== Material provided

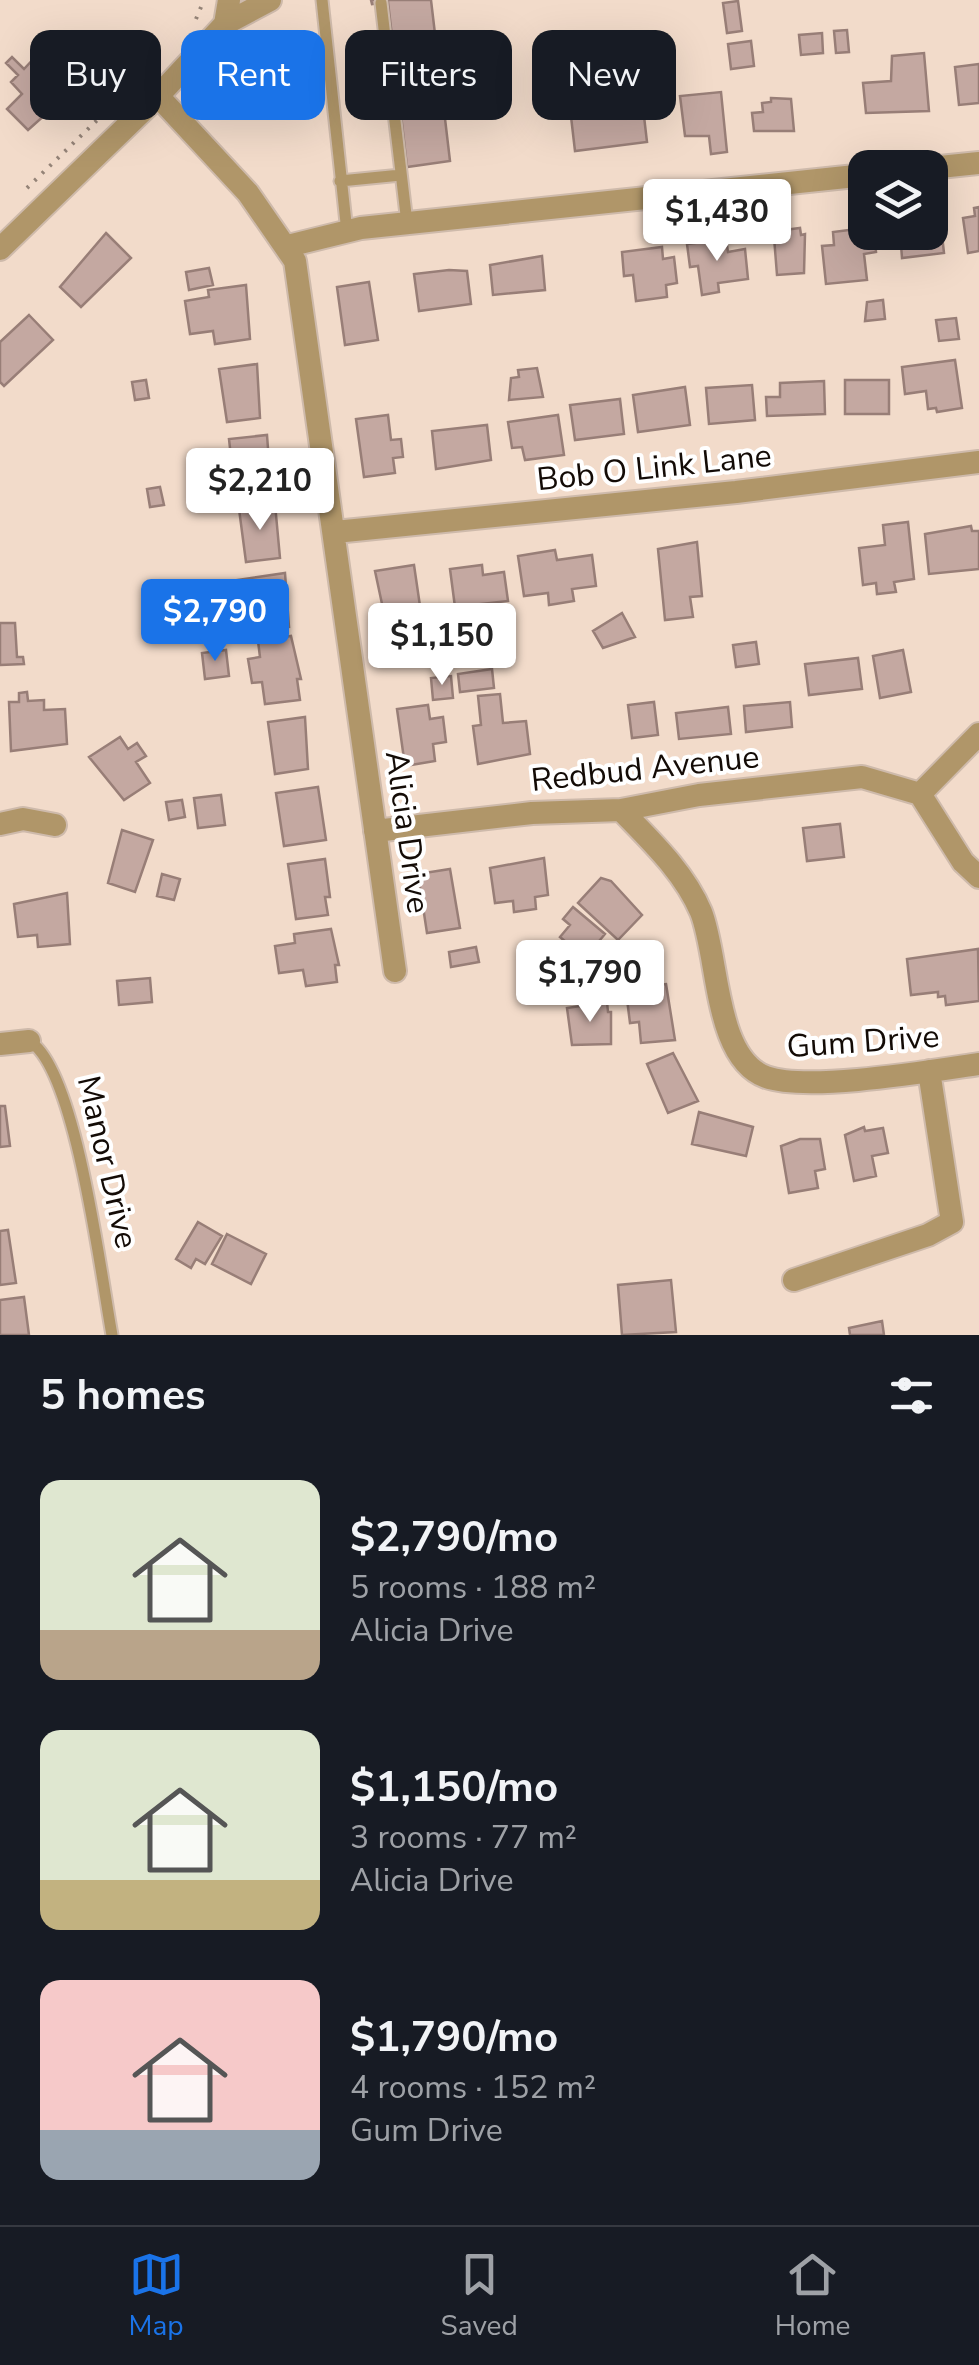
<!DOCTYPE html>
<meta charset="utf-8">
<style>
:root{--surface:#171b24;--page:#20242c;--text:#f1f3f6;--muted:#9ea1a6;--line:#363941;--accent:#1a73e8}
body{margin:0;font-family:"Nunito Sans",sans-serif;background:var(--page);color:var(--text);height:100vh;display:flex;flex-direction:column;font-size:38px;white-space:nowrap}
*{box-sizing:border-box;margin:0}
p{font-size:32px;color:var(--muted)}
.icon{flex:none;width:55px;height:55px;fill:none;stroke:currentColor;stroke-width:2;stroke-linecap:round;stroke-linejoin:round}
.map{position:relative;height:1335px;overflow:hidden}
.drawer{display:flex;flex-direction:column;background:var(--surface);flex:1}
.drawer>*{flex:none}
.hud{position:absolute;left:30px;top:30px;width:920px;height:90px;display:flex;gap:20px}
.controls{position:absolute;left:848px;top:150px;display:grid;gap:20px}
.controls a{display:grid;place-items:center;width:100px;height:100px;border-radius:20px;background:var(--surface);box-shadow:0 10px 40px #0002;font-size:50px}
.price{position:absolute;translate:-50% -85px;padding:0 22px;border-radius:10px;background:#fff;color:#222;font-size:32px;line-height:65px;filter:drop-shadow(0 2px 5px #0008)}
.price::after{content:'';position:absolute;left:50%;top:60px;width:30px;height:22px;margin-left:-15px;background:inherit;clip-path:polygon(0 0,100% 0,50% 100%)}
.price.on{background:var(--accent);color:#fff}
ul{padding:0;list-style:none}
li{display:flex;align-items:center;gap:30px;height:250px;padding:0 40px}
li span{display:grid;place-items:center;flex:none;width:280px;height:200px;border-radius:20px;color:#555}
li>.icon{margin-inline-start:auto}
span .icon{width:120px;height:120px;fill:#fffc;stroke-width:1}
li b{font-size:42px}
h2{display:flex;justify-content:space-between;align-items:center;height:120px;padding:0 40px;font-size:42px}
.pill{padding:0 35px;border-radius:20px;background:var(--surface);box-shadow:0 10px 40px #0002;font-size:35px;line-height:90px}
.pill.on{background:var(--accent);color:#fff}
.tabs{display:flex;justify-content:space-around;align-items:center;height:140px;border-top:2px solid var(--line);background:var(--surface);font-size:28px;color:var(--muted)}
.tabs a{display:grid;justify-items:center;gap:5px}
.tabs .on{color:var(--accent)}
.map>svg:first-child{display:block}
.building{fill:#c4a8a1;stroke:#987e77;stroke-width:2.5}
.lines{fill:none;stroke-linecap:round;stroke-linejoin:round}
.service-casing{stroke:#cebaab;stroke-width:15}
.minor-casing{stroke:#cebaab;stroke-width:26}
.path{stroke:#948377;stroke-width:4;stroke-dasharray:2.5 8;stroke-linecap:butt}
.service{stroke:#b09669;stroke-width:11}
.minor{stroke:#b09669;stroke-width:22}
.labels{text-anchor:middle;stroke-width:8;stroke-linejoin:round;paint-order:stroke}
.street-label{font-size:32px;fill:#130b06;stroke:#fff}
</style>
<div class="map">
<svg width="979" height="1335" viewBox="0 0 979 1335">
<rect width="100%" height="100%" fill="#f2dbca"/>
<!-- building -->
<path class="building" d="M 371,0 L 431,0 L 450,161 L 407,167 L 388,2 L 372,4 Z
M 738,1 L 742,31 L 727,33 L 723,3 Z
M 847,30 L 849,52 L 836,53 L 834,31 Z
M 822,33 L 823,53 L 801,55 L 799,35 Z
M 751,41 L 754,66 L 731,69 L 728,44 Z
M 39,53 L 74,89 L 28,130 L 7,109 L 22,94 L 11,82 L 18,75 L 6,63 L 12,57 L 24,69 Z
M 924,53 L 929,111 L 866,113 L 863,83 L 891,81 L 892,56 Z
M 979,64 L 979,103 L 959,105 L 955,67 Z
M 618,90 L 620,102 L 642,99 L 647,142 L 575,151 L 570,108 L 591,105 L 590,93 Z
M 721,92 L 727,152 L 711,154 L 709,136 L 685,136 L 680,96 Z
M 771,98 L 791,99 L 794,131 L 754,131 L 752,113 L 763,112 L 762,103 L 771,102 Z
M 979,207 L 979,251 L 968,253 L 963,218 L 975,216 L 974,208 Z
M 940,217 L 944,253 L 902,258 L 900,232 L 930,232 L 930,218 Z
M 800,228 L 801,235 L 805,234 L 804,273 L 777,275 L 774,237 L 784,236 L 784,230 Z
M 865,228 L 865,232 L 874,232 L 876,252 L 864,254 L 867,280 L 826,284 L 822,246 L 834,245 L 833,232 Z
M 106,233 L 131,258 L 81,307 L 60,287 Z
M 726,239 L 728,252 L 745,249 L 748,279 L 718,283 L 719,292 L 702,295 L 698,266 L 690,267 L 687,244 Z
M 662,247 L 663,259 L 674,257 L 677,283 L 666,285 L 667,297 L 636,301 L 633,275 L 624,276 L 622,252 Z
M 542,256 L 545,290 L 493,295 L 490,265 Z
M 209,268 L 213,285 L 189,290 L 186,272 Z
M 449,270 L 467,271 L 471,304 L 419,311 L 414,274 Z
M 369,282 L 378,340 L 345,345 L 337,287 Z
M 246,285 L 250,339 L 215,344 L 213,331 L 190,334 L 185,301 L 209,297 L 208,290 Z
M 883,300 L 885,319 L 865,321 L 867,302 Z
M 29,315 L 53,340 L 4,386 L 0,382 L 0,342 Z
M 956,318 L 959,339 L 939,341 L 936,320 Z
M 955,360 L 962,408 L 937,412 L 936,408 L 928,409 L 926,391 L 905,394 L 902,367 Z
M 257,364 L 260,418 L 227,422 L 219,369 Z
M 537,368 L 543,397 L 509,400 L 511,378 L 519,377 L 518,370 Z
M 146,380 L 149,398 L 135,400 L 132,382 Z
M 845,380 L 889,380 L 889,414 L 845,414 Z
M 824,381 L 825,414 L 767,416 L 766,397 L 780,397 L 780,383 Z
M 752,385 L 755,420 L 709,424 L 706,388 Z
M 685,387 L 690,425 L 638,432 L 633,395 Z
M 620,399 L 624,434 L 575,440 L 570,405 Z
M 388,415 L 391,440 L 401,439 L 403,457 L 393,458 L 395,473 L 364,477 L 356,419 Z
M 558,415 L 564,455 L 525,460 L 522,447 L 512,448 L 508,422 Z
M 487,425 L 491,460 L 436,469 L 432,431 Z
M 267,435 L 271,489 L 235,493 L 229,439 Z
M 160,487 L 164,505 L 150,507 L 147,489 Z
M 275,504 L 280,558 L 246,562 L 239,509 Z
M 908,522 L 914,579 L 894,582 L 896,592 L 877,594 L 876,583 L 863,585 L 859,548 L 885,545 L 883,525 Z
M 971,526 L 972,531 L 979,531 L 979,569 L 929,574 L 925,534 Z
M 697,542 L 702,596 L 690,597 L 693,617 L 665,620 L 658,549 Z
M 555,550 L 557,560 L 592,555 L 596,586 L 572,589 L 574,601 L 549,605 L 548,593 L 524,596 L 518,556 Z
M 414,565 L 426,647 L 392,651 L 375,571 Z
M 482,565 L 483,575 L 504,572 L 508,601 L 455,607 L 450,569 Z
M 285,573 L 289,627 L 255,632 L 253,619 L 230,622 L 224,582 Z
M 622,613 L 635,637 L 603,648 L 593,631 Z
M 0,623 L 15,623 L 17,657 L 23,657 L 24,664 L 0,665 Z
M 291,636 L 301,679 L 297,679 L 300,700 L 265,704 L 262,682 L 252,683 L 248,659 L 260,657 L 258,641 Z
M 756,642 L 759,664 L 736,667 L 733,645 Z
M 226,650 L 229,676 L 205,679 L 202,653 Z
M 903,650 L 911,692 L 880,698 L 873,656 Z
M 858,658 L 862,689 L 809,695 L 805,664 Z
M 492,669 L 494,688 L 460,692 L 458,674 Z
M 451,676 L 453,698 L 433,700 L 431,678 Z
M 27,692 L 28,701 L 44,700 L 44,710 L 65,709 L 67,744 L 11,751 L 9,702 L 19,702 L 19,693 Z
M 500,694 L 503,723 L 526,721 L 530,754 L 478,764 L 473,726 L 481,725 L 478,696 Z
M 654,702 L 658,735 L 632,738 L 628,705 Z
M 790,702 L 792,727 L 746,732 L 744,706 Z
M 428,705 L 430,719 L 443,717 L 446,742 L 433,744 L 435,761 L 405,766 L 397,709 Z
M 728,707 L 731,734 L 679,739 L 676,713 Z
M 305,717 L 308,769 L 275,774 L 268,722 Z
M 120,737 L 128,749 L 137,743 L 146,756 L 136,762 L 150,783 L 124,800 L 89,757 Z
M 318,787 L 326,840 L 284,846 L 276,793 Z
M 221,795 L 225,825 L 198,828 L 194,798 Z
M 182,800 L 185,817 L 169,820 L 166,802 Z
M 840,824 L 844,857 L 807,861 L 803,828 Z
M 122,830 L 153,840 L 135,892 L 108,883 Z
M 544,858 L 548,895 L 535,897 L 536,909 L 514,912 L 513,901 L 495,903 L 490,868 Z
M 325,859 L 330,897 L 325,897 L 328,915 L 296,919 L 288,864 Z
M 450,869 L 460,928 L 427,933 L 418,874 Z
M 162,874 L 180,879 L 174,900 L 157,896 Z
M 601,878 L 611,881 L 642,915 L 618,940 L 578,903 Z
M 67,893 L 70,944 L 38,947 L 37,935 L 18,937 L 14,904 Z
M 573,907 L 605,934 L 585,958 L 560,937 L 570,925 L 563,919 Z
M 331,929 L 339,965 L 335,965 L 337,982 L 306,986 L 303,970 L 279,973 L 275,946 L 295,943 L 294,934 Z
M 476,947 L 479,962 L 451,967 L 449,952 Z
M 978,949 L 979,1001 L 946,1005 L 945,996 L 938,997 L 938,992 L 911,995 L 907,959 Z
M 150,978 L 152,1002 L 119,1005 L 117,981 Z
M 666,984 L 675,1040 L 641,1043 L 639,1022 L 630,1023 L 627,999 L 636,998 L 635,987 Z
M 607,1002 L 608,1012 L 611,1012 L 611,1044 L 572,1045 L 567,1008 Z
M 673,1053 L 698,1101 L 668,1113 L 647,1064 Z
M 0,1106 L 5,1106 L 10,1146 L 0,1147 Z
M 699,1112 L 753,1127 L 746,1156 L 692,1144 Z
M 864,1127 L 865,1131 L 883,1128 L 888,1153 L 872,1156 L 876,1176 L 854,1181 L 845,1135 Z
M 800,1139 L 820,1139 L 825,1169 L 815,1171 L 818,1188 L 789,1193 L 781,1146 Z
M 198,1222 L 222,1236 L 205,1264 L 196,1259 L 191,1268 L 176,1259 Z
M 8,1230 L 16,1283 L 0,1285 L 0,1231 Z
M 227,1234 L 266,1254 L 251,1284 L 212,1264 Z
M 671,1280 L 676,1332 L 622,1335 L 618,1285 Z
M 24,1297 L 29,1335 L 0,1335 L 0,1300 Z
M 882,1321 L 884,1335 L 850,1335 L 849,1328 Z"/>
<g class="lines">
<!-- service casing -->
<g class="service-casing">
<path id="service" d="M 322,0 L 347,232
M 381,3 L 407,223
M 340,181 L 401,175
M 29,1041 C 76,1067 101,1277 112,1335"/>
</g>
<!-- minor casing -->
<g class="minor-casing">
<path id="minor" d="M 225,24 L 270,0
M 158,96 L 248,193 L 295,261 L 395,971
M 930,168 L 979,163
M 288,246 L 361,228 L 865,175
M 0,249 L 158,96 L 225,24 L 229,0
M 335,532 L 736,492 L 979,462
M 920,794 L 963,862 L 979,877
M 920,794 L 979,734
M 621,810 C 651,841 684,872 701,912 C 719,957 714,1058 766,1077 C 808,1092 931,1071 979,1064
M 0,824 L 23,819 L 55,825
M 375,831 L 532,813 L 621,810 L 699,795 L 862,777 L 920,794
M 0,1044 L 29,1041
M 794,1280 L 928,1235 L 952,1222 L 929,1071"/>
</g>
<!-- path -->
<path class="path" d="M 196,19 L 204,0
M 27,188 L 153,66"/>
<!-- service -->
<use href="#service" class="service"/>
<!-- minor -->
<use href="#minor" class="minor"/>
</g>
<g class="labels">
<!-- street labels -->
<g class="street-label">
<text transform="translate(654 467) rotate(-6)" y="11">Bob O Link Lane</text>
<text transform="translate(645 768) rotate(-6)" y="11">Redbud Avenue</text>
<text transform="translate(408 832) rotate(82)" y="11">Alicia Drive</text>
<text transform="translate(863 1041) rotate(-4)" y="11">Gum Drive</text>
<text transform="translate(108 1162) rotate(77)" y="11">Manor Drive</text>
</g>
</g>
</svg>
<div class="controls">
<a><svg class="icon" aria-label="layers" viewBox="0 0 24 24"><path d="M12 4l9 5-9 5-9-5zM3 14l9 5 9-5"/></svg></a>
</div>
<b class="price" style="left:717px;top:264px">$1,430</b>
<b class="price" style="left:260px;top:533px">$2,210</b>
<b class="price on" style="left:215px;top:664px">$2,790</b>
<b class="price" style="left:442px;top:688px">$1,150</b>
<b class="price" style="left:590px;top:1025px">$1,790</b>
<div class="hud">
<a class="pill">Buy</a>
<a class="pill on">Rent</a>
<a class="pill">Filters</a>
<a class="pill">New</a>
</div>
</div>
<section class="drawer">
<h2>5 homes<svg class="icon" aria-label="filters" viewBox="0 0 24 24"><path d="M4 7h16M4 17h16"/><circle cx="9" cy="7" r="2"/><circle cx="15" cy="17" r="2"/></svg></h2>
<ul>
<li><span style="background:linear-gradient(#dfe7d0 75%,#b9a48a 0)"><svg class="icon" aria-label="home" viewBox="0 0 24 24"><path d="M3 11l9-7 9 7M6 9v11h12V9"/></svg></span><div><b>$2,790/mo</b><p>5 rooms · 188 m²</p><p>Alicia Drive</p></div></li>
<li><span style="background:linear-gradient(#dfe7d0 75%,#c2b280 0)"><svg class="icon" aria-label="home" viewBox="0 0 24 24"><path d="M3 11l9-7 9 7M6 9v11h12V9"/></svg></span><div><b>$1,150/mo</b><p>3 rooms · 77 m²</p><p>Alicia Drive</p></div></li>
<li><span style="background:linear-gradient(#f6c9c9 75%,#9aa5b1 0)"><svg class="icon" aria-label="home" viewBox="0 0 24 24"><path d="M3 11l9-7 9 7M6 9v11h12V9"/></svg></span><div><b>$1,790/mo</b><p>4 rooms · 152 m²</p><p>Gum Drive</p></div></li>
</ul>
</section>
<nav class="tabs">
<a class="on"><svg class="icon" aria-label="map" viewBox="0 0 24 24"><path d="M3 6l6-2 6 2 6-2v14l-6 2-6-2-6 2zM9 4v14M15 6v14"/></svg>Map</a>
<a><svg class="icon" aria-label="saved" viewBox="0 0 24 24"><path d="M7 4h10v16l-5-4-5 4z"/></svg>Saved</a>
<a><svg class="icon" aria-label="home" viewBox="0 0 24 24"><path d="M3 11l9-7 9 7M6 9v11h12V9"/></svg>Home</a>
</nav>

====

**Goal of the exercise**
If a line in the listing has "street" in it, report that line.

**Exercise result**
.street-label{font-size:32px;fill:#130b06;stroke:#fff}
<!-- street labels -->
<g class="street-label">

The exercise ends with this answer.